Should the word "shadow" occur in a line of the records, copy that line.

-.-.-

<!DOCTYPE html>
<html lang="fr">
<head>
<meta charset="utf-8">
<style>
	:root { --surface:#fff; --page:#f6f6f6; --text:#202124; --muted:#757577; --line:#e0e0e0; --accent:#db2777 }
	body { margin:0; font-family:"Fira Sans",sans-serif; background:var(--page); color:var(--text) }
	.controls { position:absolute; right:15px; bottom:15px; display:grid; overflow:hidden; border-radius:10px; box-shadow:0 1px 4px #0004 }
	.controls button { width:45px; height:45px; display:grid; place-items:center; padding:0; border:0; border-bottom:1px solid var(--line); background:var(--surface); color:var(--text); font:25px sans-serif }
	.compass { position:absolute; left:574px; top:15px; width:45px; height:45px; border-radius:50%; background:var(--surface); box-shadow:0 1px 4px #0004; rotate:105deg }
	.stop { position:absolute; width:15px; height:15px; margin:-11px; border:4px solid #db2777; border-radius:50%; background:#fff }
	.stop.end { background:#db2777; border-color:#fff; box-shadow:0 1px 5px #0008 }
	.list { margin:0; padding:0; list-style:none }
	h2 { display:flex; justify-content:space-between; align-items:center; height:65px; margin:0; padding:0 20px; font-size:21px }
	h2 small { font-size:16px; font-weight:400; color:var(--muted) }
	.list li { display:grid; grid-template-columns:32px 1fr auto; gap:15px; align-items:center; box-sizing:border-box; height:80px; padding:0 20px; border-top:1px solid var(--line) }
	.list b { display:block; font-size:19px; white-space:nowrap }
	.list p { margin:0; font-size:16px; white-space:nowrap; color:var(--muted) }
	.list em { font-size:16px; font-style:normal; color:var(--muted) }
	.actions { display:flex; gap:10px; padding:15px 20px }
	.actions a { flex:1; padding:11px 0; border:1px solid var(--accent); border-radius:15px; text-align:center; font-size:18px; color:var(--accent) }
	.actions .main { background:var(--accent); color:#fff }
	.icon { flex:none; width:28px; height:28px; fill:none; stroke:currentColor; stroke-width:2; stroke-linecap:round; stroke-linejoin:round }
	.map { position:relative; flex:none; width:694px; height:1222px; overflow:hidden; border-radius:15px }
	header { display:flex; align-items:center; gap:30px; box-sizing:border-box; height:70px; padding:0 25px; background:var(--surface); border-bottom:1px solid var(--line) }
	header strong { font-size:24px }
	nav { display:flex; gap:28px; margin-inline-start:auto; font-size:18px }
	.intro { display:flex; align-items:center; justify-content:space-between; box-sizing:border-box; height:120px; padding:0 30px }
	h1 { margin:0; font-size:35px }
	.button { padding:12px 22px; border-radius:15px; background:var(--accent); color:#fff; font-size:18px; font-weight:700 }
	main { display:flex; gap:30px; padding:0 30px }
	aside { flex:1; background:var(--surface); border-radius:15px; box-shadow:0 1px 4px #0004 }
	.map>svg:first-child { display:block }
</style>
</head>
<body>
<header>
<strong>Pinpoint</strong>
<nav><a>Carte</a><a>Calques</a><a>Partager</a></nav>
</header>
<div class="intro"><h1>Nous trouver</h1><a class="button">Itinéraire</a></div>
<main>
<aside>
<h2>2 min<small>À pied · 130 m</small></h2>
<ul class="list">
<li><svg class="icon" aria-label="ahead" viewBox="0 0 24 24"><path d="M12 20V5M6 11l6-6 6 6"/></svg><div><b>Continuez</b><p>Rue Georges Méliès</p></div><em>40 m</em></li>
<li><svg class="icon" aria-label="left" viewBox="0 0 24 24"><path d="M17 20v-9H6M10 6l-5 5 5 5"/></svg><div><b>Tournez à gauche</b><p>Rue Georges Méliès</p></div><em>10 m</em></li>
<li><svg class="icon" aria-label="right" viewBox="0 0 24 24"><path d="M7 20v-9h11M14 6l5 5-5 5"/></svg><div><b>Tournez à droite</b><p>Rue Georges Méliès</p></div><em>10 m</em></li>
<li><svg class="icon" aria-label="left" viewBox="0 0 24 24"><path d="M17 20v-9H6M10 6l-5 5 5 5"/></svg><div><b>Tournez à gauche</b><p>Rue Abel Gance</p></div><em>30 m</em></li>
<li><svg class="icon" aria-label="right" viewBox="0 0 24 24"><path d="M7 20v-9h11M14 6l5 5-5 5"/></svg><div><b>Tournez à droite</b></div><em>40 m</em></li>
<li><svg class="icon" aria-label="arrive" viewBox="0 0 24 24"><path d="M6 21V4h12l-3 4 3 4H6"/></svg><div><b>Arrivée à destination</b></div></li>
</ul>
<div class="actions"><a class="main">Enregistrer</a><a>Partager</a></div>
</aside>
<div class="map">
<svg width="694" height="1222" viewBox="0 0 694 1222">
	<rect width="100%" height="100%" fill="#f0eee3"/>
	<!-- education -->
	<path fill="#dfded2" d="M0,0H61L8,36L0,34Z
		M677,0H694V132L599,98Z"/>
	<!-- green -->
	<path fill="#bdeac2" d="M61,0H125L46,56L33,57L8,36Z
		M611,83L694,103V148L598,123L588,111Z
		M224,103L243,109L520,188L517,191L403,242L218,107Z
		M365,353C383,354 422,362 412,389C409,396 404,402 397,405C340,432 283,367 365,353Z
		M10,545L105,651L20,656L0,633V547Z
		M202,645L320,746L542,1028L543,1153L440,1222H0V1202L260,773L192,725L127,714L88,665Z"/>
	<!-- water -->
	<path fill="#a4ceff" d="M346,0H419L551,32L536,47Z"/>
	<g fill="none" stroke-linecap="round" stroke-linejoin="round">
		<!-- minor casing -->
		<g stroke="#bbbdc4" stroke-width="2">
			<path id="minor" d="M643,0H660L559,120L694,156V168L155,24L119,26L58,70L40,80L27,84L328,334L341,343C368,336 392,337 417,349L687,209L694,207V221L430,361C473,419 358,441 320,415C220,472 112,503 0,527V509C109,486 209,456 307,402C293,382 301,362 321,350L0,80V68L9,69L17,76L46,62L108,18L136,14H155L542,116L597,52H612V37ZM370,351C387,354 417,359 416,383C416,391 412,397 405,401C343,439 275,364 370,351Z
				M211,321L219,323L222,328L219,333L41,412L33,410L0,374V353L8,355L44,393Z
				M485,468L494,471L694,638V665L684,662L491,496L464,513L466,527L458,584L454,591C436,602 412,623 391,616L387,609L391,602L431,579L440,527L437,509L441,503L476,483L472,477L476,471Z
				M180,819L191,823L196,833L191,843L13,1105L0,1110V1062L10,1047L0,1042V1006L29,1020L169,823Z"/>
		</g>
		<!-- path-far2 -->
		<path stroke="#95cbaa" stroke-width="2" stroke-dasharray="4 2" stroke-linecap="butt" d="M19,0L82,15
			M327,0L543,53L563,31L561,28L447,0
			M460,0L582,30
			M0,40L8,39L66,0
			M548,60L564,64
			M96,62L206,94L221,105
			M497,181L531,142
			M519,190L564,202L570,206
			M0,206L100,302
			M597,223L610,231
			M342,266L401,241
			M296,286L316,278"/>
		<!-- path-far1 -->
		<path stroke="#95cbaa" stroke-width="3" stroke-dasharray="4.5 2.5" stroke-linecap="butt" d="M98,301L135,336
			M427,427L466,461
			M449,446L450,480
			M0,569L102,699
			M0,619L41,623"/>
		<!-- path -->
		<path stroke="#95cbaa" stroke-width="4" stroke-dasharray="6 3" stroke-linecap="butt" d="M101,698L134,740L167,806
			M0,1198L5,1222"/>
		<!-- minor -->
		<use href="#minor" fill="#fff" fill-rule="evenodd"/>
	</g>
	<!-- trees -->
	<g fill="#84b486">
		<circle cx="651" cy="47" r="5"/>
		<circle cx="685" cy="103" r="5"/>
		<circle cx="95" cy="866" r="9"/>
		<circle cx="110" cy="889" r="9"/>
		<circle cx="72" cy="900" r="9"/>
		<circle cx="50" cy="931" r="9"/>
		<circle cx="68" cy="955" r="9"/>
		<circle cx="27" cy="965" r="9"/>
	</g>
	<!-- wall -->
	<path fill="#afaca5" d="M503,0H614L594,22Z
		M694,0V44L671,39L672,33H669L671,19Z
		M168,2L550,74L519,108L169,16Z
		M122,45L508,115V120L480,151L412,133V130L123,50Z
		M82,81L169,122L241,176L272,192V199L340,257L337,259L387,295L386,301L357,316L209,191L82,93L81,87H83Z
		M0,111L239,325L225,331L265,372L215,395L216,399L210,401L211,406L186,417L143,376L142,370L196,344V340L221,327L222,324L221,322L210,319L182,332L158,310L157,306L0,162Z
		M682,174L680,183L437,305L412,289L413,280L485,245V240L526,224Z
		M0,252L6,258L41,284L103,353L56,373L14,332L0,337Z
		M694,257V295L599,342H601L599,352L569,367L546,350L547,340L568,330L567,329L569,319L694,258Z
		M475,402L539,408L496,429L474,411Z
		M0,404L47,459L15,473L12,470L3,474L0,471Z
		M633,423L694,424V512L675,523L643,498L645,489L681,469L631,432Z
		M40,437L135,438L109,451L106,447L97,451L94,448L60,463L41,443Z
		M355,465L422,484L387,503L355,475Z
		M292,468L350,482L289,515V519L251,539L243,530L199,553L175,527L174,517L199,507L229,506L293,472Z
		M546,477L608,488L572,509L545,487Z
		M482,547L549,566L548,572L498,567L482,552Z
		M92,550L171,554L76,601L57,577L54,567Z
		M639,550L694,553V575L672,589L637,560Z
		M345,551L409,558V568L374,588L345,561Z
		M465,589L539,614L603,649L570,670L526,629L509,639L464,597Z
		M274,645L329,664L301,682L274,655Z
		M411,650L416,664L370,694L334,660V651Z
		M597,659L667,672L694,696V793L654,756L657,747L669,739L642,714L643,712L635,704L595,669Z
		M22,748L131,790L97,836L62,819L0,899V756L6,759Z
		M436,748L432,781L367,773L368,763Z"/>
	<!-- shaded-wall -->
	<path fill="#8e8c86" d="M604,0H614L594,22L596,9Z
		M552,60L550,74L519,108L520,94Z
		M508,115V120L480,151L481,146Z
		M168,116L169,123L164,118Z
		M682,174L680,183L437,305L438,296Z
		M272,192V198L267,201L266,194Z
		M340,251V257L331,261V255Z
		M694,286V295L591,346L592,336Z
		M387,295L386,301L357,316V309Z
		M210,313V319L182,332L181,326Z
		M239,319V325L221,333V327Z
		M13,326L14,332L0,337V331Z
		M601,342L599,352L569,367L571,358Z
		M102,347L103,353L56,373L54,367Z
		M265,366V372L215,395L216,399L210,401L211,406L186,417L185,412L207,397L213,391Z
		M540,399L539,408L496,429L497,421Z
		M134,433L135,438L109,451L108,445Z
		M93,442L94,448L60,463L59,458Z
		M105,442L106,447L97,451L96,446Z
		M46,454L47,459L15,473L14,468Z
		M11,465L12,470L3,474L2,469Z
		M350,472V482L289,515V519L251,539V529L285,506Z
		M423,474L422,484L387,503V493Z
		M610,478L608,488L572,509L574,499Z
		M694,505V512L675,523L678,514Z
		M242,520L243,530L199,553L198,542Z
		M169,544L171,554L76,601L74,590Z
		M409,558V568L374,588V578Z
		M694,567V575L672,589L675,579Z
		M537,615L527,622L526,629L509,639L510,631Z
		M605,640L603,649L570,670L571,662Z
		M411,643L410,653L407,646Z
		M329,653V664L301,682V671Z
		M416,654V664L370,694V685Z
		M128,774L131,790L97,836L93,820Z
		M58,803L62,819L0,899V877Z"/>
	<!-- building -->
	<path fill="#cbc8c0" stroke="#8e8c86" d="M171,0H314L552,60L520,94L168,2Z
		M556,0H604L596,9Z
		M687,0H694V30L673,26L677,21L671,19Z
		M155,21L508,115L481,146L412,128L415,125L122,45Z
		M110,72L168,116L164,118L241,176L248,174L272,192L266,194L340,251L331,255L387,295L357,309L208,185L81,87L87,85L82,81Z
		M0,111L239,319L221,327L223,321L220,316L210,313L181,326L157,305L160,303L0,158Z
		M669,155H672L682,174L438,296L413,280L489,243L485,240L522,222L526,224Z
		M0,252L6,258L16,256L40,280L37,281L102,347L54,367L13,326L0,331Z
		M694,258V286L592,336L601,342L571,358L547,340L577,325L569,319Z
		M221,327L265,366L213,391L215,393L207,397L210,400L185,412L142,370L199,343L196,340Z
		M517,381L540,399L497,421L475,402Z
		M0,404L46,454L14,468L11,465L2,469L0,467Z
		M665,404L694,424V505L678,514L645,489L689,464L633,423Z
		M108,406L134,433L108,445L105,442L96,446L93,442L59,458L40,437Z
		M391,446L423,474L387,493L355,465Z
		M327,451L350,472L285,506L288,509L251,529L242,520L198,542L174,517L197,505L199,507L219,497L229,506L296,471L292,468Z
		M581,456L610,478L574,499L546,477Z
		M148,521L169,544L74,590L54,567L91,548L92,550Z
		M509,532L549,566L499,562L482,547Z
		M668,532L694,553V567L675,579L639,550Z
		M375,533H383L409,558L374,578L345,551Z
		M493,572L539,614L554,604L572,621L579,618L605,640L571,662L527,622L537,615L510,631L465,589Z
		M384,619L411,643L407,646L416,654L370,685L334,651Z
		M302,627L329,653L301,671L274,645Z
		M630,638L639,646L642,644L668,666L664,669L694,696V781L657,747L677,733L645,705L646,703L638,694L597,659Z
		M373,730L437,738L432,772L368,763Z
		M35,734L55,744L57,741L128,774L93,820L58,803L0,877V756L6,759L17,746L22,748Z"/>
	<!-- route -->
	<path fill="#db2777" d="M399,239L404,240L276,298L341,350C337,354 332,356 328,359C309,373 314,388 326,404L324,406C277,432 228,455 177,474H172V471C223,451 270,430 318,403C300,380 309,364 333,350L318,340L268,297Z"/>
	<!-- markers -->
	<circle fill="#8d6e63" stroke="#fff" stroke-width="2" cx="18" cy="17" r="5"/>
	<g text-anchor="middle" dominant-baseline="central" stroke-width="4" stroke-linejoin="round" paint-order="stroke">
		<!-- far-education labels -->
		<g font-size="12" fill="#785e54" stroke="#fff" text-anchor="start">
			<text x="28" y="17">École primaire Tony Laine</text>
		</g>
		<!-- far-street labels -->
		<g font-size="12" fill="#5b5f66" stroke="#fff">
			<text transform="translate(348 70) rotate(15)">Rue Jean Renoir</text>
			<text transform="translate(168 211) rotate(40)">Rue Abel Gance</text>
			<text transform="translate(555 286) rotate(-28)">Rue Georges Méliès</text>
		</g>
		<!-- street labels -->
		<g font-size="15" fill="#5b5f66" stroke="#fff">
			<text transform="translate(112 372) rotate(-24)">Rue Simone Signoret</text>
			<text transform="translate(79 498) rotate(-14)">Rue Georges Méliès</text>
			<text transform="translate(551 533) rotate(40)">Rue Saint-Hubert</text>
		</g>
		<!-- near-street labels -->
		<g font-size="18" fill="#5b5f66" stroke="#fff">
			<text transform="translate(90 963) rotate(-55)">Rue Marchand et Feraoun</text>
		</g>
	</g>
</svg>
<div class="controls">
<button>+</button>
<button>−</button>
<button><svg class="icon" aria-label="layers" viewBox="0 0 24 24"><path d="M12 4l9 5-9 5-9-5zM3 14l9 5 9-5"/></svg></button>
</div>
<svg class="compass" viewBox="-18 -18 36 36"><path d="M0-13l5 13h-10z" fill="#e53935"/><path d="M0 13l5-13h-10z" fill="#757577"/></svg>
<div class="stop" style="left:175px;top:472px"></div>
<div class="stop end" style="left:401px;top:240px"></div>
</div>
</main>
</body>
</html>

-.-.-

• **ANSWER BOX**:
	.controls { position:absolute; right:15px; bottom:15px; display:grid; overflow:hidden; border-radius:10px; box-shadow:0 1px 4px #0004 }
	.compass { position:absolute; left:574px; top:15px; width:45px; height:45px; border-radius:50%; background:var(--surface); box-shadow:0 1px 4px #0004; rotate:105deg }
	.stop.end { background:#db2777; border-color:#fff; box-shadow:0 1px 5px #0008 }
	aside { flex:1; background:var(--surface); border-radius:15px; box-shadow:0 1px 4px #0004 }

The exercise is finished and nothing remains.